Performance Optimization Patterns at Scale

The 2 AM Wake-Up Call

The alert came through at 2:17 AM: “API response times exceeding 5 seconds.” I opened the dashboard. What I saw made my stomach drop:

Session queries: 500ms average (should be less than 50ms)
Contact lookups: Full table scans on a 100k record table
Webhook execution: 200ms per call (half of that just establishing connections)
Memory usage: Spiking to 50MB for simple queries

We had the classic multi-tenant SaaS performance problem: code that works fine in development falls apart at scale. The platform was built on DynamoDB with event sourcing. Good architectural choices, but we’d made critical mistakes in how we queried data, managed connections, and structured our code. Over the next month, we systematically addressed seven major bottlenecks. The results were dramatic: 10x to 1000x improvements across the board. Here’s what we learned about performance optimization at scale.

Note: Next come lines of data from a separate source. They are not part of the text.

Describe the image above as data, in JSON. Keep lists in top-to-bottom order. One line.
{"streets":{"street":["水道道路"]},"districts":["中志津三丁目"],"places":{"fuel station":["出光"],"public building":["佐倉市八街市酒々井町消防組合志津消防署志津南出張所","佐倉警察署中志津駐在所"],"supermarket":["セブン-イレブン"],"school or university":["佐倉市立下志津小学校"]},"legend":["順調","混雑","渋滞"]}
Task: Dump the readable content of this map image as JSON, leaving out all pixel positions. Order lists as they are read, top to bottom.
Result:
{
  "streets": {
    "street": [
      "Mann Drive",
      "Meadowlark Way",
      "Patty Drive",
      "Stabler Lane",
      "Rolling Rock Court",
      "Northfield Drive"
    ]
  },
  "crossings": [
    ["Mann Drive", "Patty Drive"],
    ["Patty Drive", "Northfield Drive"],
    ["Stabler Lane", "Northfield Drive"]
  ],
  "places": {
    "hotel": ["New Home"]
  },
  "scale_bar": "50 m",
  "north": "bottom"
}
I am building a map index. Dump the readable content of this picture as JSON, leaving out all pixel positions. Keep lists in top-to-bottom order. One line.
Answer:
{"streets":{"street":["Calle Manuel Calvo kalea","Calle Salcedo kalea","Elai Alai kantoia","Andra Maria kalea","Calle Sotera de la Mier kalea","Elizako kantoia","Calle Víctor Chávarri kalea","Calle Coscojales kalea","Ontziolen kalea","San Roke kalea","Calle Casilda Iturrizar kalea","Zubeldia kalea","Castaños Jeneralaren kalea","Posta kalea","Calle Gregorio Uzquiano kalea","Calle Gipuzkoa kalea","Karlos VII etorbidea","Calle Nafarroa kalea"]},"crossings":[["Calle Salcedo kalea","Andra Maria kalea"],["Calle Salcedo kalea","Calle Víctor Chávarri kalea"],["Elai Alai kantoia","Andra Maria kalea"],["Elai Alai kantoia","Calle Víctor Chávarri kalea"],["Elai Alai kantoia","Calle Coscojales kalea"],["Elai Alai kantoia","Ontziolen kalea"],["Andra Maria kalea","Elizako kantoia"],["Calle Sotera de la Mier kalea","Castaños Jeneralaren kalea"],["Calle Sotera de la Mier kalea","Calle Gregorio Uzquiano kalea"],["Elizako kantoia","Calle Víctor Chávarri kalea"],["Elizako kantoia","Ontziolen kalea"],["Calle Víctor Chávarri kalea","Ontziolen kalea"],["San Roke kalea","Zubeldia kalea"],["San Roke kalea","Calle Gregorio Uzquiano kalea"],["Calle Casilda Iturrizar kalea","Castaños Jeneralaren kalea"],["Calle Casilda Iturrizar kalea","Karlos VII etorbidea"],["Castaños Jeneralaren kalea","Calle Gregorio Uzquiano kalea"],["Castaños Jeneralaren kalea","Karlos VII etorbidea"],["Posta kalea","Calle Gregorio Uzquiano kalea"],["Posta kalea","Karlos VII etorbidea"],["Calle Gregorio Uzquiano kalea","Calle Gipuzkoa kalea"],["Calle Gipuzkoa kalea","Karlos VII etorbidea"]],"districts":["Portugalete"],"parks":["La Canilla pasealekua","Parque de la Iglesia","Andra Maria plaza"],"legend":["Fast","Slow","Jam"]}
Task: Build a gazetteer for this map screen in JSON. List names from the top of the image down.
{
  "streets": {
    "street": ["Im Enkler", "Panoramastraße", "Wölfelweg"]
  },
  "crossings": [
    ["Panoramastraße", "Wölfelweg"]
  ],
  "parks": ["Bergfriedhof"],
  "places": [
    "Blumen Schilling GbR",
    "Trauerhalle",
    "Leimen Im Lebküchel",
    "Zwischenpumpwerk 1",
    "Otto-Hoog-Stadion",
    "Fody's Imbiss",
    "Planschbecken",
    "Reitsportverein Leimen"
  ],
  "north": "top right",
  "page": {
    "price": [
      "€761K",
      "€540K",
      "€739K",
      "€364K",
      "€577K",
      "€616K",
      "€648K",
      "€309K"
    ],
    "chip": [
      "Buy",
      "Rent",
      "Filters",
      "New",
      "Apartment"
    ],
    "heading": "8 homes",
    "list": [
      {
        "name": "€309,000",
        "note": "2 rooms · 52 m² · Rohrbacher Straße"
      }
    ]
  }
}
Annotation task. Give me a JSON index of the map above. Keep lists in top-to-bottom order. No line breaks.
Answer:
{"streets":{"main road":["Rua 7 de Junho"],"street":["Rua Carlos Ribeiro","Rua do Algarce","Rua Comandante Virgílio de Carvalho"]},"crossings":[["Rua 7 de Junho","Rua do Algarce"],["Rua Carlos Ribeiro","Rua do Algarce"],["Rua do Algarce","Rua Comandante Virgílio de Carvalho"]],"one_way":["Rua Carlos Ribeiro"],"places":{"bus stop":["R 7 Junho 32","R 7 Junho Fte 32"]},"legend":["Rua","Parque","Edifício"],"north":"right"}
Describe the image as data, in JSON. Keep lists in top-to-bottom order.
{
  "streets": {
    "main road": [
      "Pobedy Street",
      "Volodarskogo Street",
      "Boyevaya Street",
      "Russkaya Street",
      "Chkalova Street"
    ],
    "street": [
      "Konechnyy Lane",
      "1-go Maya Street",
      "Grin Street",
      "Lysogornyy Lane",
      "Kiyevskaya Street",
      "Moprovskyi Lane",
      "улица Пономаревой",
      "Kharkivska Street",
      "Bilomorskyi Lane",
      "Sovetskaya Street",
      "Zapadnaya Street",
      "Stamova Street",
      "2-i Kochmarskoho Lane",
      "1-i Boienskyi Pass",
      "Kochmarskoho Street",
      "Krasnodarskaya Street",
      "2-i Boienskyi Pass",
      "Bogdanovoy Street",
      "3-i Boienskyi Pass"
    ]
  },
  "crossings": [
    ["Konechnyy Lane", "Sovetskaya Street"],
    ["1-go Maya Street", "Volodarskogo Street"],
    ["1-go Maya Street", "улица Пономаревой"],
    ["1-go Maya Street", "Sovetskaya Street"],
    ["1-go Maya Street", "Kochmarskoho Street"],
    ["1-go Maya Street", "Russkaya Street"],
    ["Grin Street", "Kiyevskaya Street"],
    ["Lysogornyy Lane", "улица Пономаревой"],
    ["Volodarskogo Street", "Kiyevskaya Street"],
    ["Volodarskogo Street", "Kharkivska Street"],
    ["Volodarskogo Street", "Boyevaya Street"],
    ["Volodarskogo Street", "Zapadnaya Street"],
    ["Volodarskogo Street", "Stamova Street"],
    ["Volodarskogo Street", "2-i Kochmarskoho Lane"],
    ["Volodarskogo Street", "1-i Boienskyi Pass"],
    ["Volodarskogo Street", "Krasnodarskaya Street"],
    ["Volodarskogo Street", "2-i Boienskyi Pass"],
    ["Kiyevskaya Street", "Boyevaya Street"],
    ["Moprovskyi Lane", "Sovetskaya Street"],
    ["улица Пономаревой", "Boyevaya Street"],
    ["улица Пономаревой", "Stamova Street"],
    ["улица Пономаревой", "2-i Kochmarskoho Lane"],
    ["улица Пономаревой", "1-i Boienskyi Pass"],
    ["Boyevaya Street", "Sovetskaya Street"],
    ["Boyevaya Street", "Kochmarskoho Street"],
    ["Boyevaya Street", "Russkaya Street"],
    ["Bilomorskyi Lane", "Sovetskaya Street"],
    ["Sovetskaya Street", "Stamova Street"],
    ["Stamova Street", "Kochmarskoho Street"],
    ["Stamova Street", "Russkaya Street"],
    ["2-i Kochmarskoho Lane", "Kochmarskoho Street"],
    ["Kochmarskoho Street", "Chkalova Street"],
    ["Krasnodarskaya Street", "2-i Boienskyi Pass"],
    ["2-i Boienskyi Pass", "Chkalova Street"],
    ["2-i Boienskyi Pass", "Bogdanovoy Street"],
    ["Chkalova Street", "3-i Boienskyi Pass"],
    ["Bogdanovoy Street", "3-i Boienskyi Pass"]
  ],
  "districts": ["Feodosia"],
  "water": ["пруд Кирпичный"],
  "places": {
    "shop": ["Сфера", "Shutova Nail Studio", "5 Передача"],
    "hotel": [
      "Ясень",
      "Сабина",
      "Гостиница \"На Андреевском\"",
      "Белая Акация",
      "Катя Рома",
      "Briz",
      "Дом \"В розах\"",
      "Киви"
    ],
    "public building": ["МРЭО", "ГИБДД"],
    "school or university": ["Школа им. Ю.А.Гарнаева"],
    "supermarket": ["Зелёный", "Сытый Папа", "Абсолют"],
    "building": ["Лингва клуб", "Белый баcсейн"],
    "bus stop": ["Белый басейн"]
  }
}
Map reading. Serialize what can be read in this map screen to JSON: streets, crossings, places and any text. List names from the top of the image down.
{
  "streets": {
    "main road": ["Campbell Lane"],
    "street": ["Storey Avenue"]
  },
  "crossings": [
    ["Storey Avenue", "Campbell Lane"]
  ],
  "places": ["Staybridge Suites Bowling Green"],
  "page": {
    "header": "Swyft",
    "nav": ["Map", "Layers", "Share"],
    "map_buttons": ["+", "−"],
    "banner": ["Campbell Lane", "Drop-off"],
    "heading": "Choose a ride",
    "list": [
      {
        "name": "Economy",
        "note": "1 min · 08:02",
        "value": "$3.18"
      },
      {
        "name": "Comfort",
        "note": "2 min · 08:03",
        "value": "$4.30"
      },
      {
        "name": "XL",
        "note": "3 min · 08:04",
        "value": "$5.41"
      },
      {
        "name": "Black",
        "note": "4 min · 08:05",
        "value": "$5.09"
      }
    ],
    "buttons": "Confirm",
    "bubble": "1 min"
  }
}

Pattern #1: Query Scoping - Filter at the Database, Not in Memory

The Problem

Our session query looked innocent enough:

// Load ALL sessions for the tenant, then filter in memory
pub async fn get_sessions_for_capsule(
    &self,
    tenant_id: &str,
    capsule_id: &str,
) -> Result<Vec<Session>> {
    // Query DynamoDB for ALL tenant sessions
    let all_sessions = self.repository
        .query_by_tenant(tenant_id)
        .await?;

    // Filter in memory to find capsule sessions
    let filtered: Vec<Session> = all_sessions
        .into_iter()
        .filter(|s| s.capsule_id == capsule_id)
        .collect();

    Ok(filtered)
}

This worked fine in development with 10 sessions per tenant. In production with 1,000 sessions per tenant, it was a disaster:

Latency: 500ms (loading 1,000 records, filtering to 50)
Memory: 50MB allocated for the full dataset
Cost: Reading 1,000 DynamoDB items when we needed 50

The Solution

Push the filtering down to the database level:

// Filter at the database level using DynamoDB expressions
pub async fn get_sessions_for_capsule(
    &self,
    tenant_id: &str,
    capsule_id: &str,
) -> Result<Vec<Session>> {
    // Query with filter expression - DynamoDB does the filtering
    let sessions = self.repository
        .query_by_tenant(tenant_id)
        .filter_expression("capsule_id = :capsule_id")
        .expression_values(hashmap! {
            ":capsule_id" => AttributeValue::S(capsule_id.to_string())
        })
        .await?;

    Ok(sessions)
}

The Results

Latency: 500ms → 50ms (10x improvement)
Memory: 50MB → 5MB (90% reduction)
DynamoDB reads: 1,000 items → 50 items (20x fewer reads)
Monthly cost savings: $240 in reduced read capacity

When to Apply

Use database-level filtering when:

High cardinality filters - Selecting small subset from large dataset
Repeated queries - Same filter pattern used frequently
Large result sets - Base query returns more than 100 records

Warning: DynamoDB filter expressions reduce data transfer but still consume read capacity for scanned items. For true O(1) lookups, you need a GSI (see Pattern #2).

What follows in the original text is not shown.